Chapter 2 - Cell death: machinery and regulation

Abstract

Regulated cell death is divided into apoptotic and nonapoptotic forms that exhibit different molecular mechanisms and signaling regulation. This chapter introduces different forms of regulated cell death with a more detailed discussion on apoptosis. Functionally, apoptosis is not only an essential part of development but also a mediator of tissue injury and dysfunction. Mechanically, apoptosis can be initiated by either the extrinsic cell death receptor or intrinsic mitochondrial pathways. Unlike necrosis, apoptosis is characterized by a number of morphological features, such as cell shrinkage, membrane blebbing, nuclear condensation, and DNA fragmentation. A biochemical hallmark of apoptosis is the activation of caspases, including initiator caspases (CASP2, CASP8, CASP9, and CASP10) and executioner caspases (CASP3, CASP6, and CASP7), which leads to cell death mainly through protein cleavages.
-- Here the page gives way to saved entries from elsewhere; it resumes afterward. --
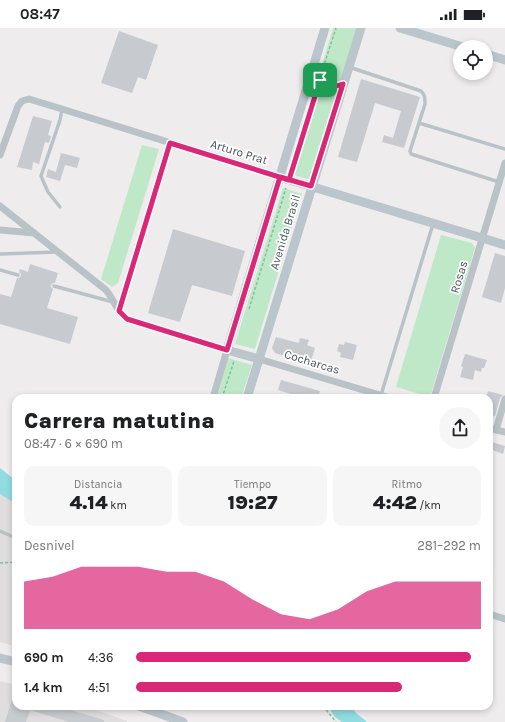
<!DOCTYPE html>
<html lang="es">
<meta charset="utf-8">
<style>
body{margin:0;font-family:Karla,sans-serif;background:#f6f6f6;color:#202124;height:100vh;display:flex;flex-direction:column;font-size:15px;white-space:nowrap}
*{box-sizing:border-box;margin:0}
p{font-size:13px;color:#757577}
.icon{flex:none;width:22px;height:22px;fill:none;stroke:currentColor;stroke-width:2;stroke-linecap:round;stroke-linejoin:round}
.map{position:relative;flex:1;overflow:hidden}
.sheet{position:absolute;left:12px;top:366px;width:481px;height:316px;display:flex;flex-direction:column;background:#fff;border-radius:12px;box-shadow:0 2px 6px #0003}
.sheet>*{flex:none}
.tools{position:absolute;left:453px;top:12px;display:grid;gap:8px}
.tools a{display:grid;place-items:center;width:40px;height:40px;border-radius:50%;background:#fff;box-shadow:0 2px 6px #0003;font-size:20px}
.pin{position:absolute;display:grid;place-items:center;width:34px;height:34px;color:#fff;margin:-17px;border-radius:8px;box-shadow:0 2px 6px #0006}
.round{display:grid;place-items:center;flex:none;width:42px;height:42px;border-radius:21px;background:#f6f6f6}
.head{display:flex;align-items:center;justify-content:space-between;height:68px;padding:0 12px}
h1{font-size:22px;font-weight:800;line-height:30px}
.metrics{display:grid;grid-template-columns:repeat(3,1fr);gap:6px;height:68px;padding:4px 12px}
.metrics div{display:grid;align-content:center;border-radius:10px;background:#f6f6f6;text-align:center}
.metrics b{font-size:20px;font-weight:800}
.metrics small{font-size:11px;font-weight:400}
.metrics p{font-size:11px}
.chart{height:112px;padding:8px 12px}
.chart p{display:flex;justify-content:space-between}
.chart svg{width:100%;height:72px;margin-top:4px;fill:#db2777;opacity:.7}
ul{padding:0 12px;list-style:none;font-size:13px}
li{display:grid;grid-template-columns:64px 48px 1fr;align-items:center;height:30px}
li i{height:10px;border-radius:5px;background:#db2777}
.status{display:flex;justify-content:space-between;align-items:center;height:28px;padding:0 20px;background:#fff;direction:ltr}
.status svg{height:11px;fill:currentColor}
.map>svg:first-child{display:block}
.education{fill:#e0ddde}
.green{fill:#bfe8c8}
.water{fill:#91dce0}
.building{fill:#c7cacf}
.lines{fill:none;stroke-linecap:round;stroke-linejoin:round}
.path{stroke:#7bc294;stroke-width:1.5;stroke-dasharray:3 2;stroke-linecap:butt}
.lane{stroke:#b9c3c7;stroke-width:3.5}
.street{stroke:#b9c3c7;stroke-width:7}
.secondary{stroke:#bac6cc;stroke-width:9}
.route-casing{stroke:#fff;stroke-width:8}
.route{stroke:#db2777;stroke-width:5}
.labels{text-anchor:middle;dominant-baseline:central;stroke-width:3.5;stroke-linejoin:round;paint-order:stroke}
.street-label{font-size:12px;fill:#475257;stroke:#fff}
</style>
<div class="status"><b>08:47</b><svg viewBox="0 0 49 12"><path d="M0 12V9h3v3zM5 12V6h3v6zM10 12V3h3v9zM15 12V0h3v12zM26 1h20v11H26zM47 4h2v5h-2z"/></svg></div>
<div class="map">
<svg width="505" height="694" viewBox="0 0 505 694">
<rect width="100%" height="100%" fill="#efeced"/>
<g class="education">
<path d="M0 466 16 476V619L0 614Z"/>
<path d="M0 653 16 657V678H85L127 693V694H0Z"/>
</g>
<g class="green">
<path d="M333 0H357L312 152 290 146Z"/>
<path d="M142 117 159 121 118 255 112 259 101 251Z"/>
<path d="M283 160 302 166 255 321 235 316Z"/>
<path d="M441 207 472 215 475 220 431 366 427 368 396 359Z"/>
<path d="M228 330 252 337 241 370H217Z"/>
</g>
<g class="water">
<path d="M0 440 16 453V476L0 466Z"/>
<path d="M327 678H351L356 685 367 694H342L335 689Z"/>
</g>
<g class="building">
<path d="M119 3 158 17 146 52 138 49 132 65 101 55Z"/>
<path d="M361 51 420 69 404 120 382 114 384 107 393 110 401 83 375 75 357 134 338 129Z"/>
<path d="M33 88 52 93 48 107 51 108 49 115 45 114 39 136 33 134 32 142 17 139Z"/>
<path d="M61 125 80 130 77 140 65 137 60 153 46 149 48 141 56 144Z"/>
<path d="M173 201 245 223 232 268 192 257 180 294 148 285Z"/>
<path d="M495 225 505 228V260L501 275 482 269Z"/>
<path d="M30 236 58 245 55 255H53L51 257V259L53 261 47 280 78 289 70 316 0 296V266L11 269 17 250H19L21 248V246L19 244 20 241 28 244Z"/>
<path d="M276 309 299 315 300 310 309 312 307 317 315 320 311 333 306 331 305 333 291 328V330L275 325 272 320Z"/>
<path d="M345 314 357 317 353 332 340 329 341 325 337 323 339 316 344 317Z"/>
<path d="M465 326 487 332 484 340H482L481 344 475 342 473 352 460 349 463 339 461 338Z"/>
<path d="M281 352 320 363 318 370H304L278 362Z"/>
<path d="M488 363 503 367 500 370 495 388 489 387V370H486Z"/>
<path d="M492 414 505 418 503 426 490 421Z"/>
<path d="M14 665H16V678H57L104 692V694H69L30 682 26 694H5Z"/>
</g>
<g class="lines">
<g class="path">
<path d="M323 40 336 0"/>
<path d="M292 143 317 61"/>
<path d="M249 281 286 160"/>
<path d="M222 370 234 333"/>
<path d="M0 535 16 534"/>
<path d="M122 678 132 681"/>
<path d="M323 678 336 694"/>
</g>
<g class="lane">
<path d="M349 39 421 63C425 67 425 70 425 76L410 123 411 126 499 154"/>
<path d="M419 95 505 121"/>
<path d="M60 179 48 164 41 148 60 92 62 81"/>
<path d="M0 226 57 224"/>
<path d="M0 242 18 247"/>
<path d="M54 258 113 274"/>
<path d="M381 367 433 196"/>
<path d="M0 503 16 510"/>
</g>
<g class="street">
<path d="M0 127 18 78 22 73 29 71 62 81 280 149"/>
<path d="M0 178 106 262 109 266 119 283 127 291 227 322 213 370"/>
<path d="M0 202 34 205"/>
<path d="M119 283 170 115"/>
<path d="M259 331 390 370"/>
<path d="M434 370 505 135"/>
<path d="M489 400 505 404"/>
<path d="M496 402 505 371"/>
<path d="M489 586 505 591"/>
</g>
<g class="secondary">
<path d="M400 0 463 19"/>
<path d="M486 26 505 32"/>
<path d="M314 37C317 54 326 62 343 56"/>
<path d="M280 149 505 217"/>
<path d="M259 331 227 322 325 0"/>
<path d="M247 370 361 0"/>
<path d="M0 630 16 634"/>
<path d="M139 678 183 694"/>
</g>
</g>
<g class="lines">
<g class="route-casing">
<path id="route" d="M320 52 289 152 170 115 119 283 127 291 227 322 280 149 311 158 343 56C335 59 326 59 320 52"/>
</g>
<use href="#route" class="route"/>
</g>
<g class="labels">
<g class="street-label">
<text transform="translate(239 124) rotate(17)">Arturo Prat</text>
<text transform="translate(285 204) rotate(-73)">Avenida Brasil</text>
<text transform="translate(459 249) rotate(-73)">Rosas</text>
<text transform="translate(312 334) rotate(17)">Cocharcas</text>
</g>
</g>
</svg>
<div class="tools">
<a><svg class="icon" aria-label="locate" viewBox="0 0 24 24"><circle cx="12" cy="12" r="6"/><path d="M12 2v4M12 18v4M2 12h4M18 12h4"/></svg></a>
</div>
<div class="pin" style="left:320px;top:52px;background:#1e9e55"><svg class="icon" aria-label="arrive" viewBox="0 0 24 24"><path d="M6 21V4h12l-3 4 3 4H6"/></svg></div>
<section class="sheet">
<div class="head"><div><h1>Carrera matutina</h1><p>08:47 · 6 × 690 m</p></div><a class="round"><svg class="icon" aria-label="share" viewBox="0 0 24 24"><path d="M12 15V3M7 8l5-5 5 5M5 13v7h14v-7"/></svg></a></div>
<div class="metrics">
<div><p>Distancia</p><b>4.14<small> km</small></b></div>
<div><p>Tiempo</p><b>19:27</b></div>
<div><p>Ritmo</p><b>4:42<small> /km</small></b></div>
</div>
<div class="chart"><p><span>Desnivel</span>281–292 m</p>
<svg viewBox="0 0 160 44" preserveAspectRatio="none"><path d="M0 44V15L10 12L20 6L30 6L40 6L50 9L60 9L70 15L80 26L90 35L100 38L110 32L120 21L130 15L140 15L150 15L160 15V44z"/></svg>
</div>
<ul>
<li><b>690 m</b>4:36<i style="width:97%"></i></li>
<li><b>1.4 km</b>4:51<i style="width:77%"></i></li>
</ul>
</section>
</div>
The BCL2 family of proteins, including the pro-apoptotic (e.g., BAX, BAK1, BAD, and BID) and antiapoptotic (e.g., BCL2 and BCL2L1) BCL2 members, control mitochondrial outer membrane permeabilization and the subsequent release of mitochondrial proteins (e.g., CYCS, DIABLO, and HTRA2) leading to the activation of executioner caspases. Moreover, the cleavage of BID by CASP8 is a molecular event linking the extrinsic apoptosis pathway to the intrinsic apoptosis pathway. Additionally, inhibitor-of-apoptosis proteins and heat shock proteins function as negative regulators of apoptosis through the inhibition of caspase activity, mainly via the protein–protein interaction. Understanding the process and function of apoptosis could open new opportunities for disease therapy.